SEATTLE BAR becomes first join to ban GOOGLE GLASS. No word on fire, or the wheel.
Props to frequent member of the community Cacophonous Kevos for bringing this to my attention. A bar out in Seattle has already banned Google Glass. You know, the AR glasses that aren’t really out in the public yet. Their reasoning works on a certain level, but I can’t get behind it. We need to embrace the disembracement of the flesh-sac! C’mon, folks. Let us transcend this mortal bodies. Or at least be allowed to wear glasses so we can stare at bums on tumblr in our tech-goggles whilst drinking a pint. Right?
CNET:
Google Glass won’t be available to consumers for months, but there’s at least one Seattle bar where the eyewear will not be welcome.
The 5 Point, a self-described dive bar in Seattle’s Belltown neighborhood, posted a notice to its Facebook page this week telling Glass Explorers looking to grab a pint that they will need to remove their $1,500 spectacles. The story was noted today on GeekWire.
“For the record, The 5 Point is the first Seattle business to ban in advance Google Glasses,” the post reads. “And ass kickings will be encouraged for violators.”
“I’m a thought leader,” deadpanned Dave Meinert, the bar’s owner, in an interview on Seattle’s KIRO-FM. “First you have to understand the culture of the 5 Point, which is a sometimes seedy, maybe notorious place. People want to go there and be not known…and definitely don’t want to be secretly filmed or videotaped and immediately put on the Internet.”
Meinert admitted he was having a bit of fun: “Part of this is a joke, to be funny on Facebook, and get reaction.”
“But part of it’s serious,” he continued, “because we don’t let people film other people or take photos unwanted of people in the bar, because it is kind of a private place that people go.” (To listen to the complete interview with Meinert, click here.)
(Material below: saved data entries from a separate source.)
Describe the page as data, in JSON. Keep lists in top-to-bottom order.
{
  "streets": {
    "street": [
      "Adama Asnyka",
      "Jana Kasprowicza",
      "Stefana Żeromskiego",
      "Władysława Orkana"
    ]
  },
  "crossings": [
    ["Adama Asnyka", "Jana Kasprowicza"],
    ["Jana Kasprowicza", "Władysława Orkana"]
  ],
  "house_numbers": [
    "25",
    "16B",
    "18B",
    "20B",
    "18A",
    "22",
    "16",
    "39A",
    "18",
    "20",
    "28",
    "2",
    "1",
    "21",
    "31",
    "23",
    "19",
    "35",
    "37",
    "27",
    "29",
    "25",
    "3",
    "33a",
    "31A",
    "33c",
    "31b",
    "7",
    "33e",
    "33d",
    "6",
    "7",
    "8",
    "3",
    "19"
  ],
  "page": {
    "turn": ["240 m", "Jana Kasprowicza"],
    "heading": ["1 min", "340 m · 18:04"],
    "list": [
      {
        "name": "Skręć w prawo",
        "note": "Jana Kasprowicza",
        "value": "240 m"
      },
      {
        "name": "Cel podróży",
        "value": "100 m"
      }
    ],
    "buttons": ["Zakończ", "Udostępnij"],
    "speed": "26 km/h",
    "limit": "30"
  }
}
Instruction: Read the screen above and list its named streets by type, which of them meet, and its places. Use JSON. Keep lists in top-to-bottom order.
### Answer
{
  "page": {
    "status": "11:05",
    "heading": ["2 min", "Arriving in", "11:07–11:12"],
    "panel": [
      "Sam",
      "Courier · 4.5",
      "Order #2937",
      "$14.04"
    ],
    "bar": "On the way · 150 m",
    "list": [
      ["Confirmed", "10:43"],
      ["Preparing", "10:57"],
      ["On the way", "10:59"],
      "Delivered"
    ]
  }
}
Seattle is a famously tech-savvy town, of course, and the 5 Point sits close to a new Amazon campus. But it’s that same tech savvy that’s leading business owners like Meinert to consider the implications of having customers with face-mounted cameras, snapping pictures of a diverse and sometimes intoxicated clientele.
It’s safe to assume the 5 Point won’t be the last establishment to tell customers to leave Glass at the door.
Update: A Google spokesperson responds: “It is still very early days for Glass, and we expect that as with other new technologies, such as cell phones, behaviors and social norms will develop over time.”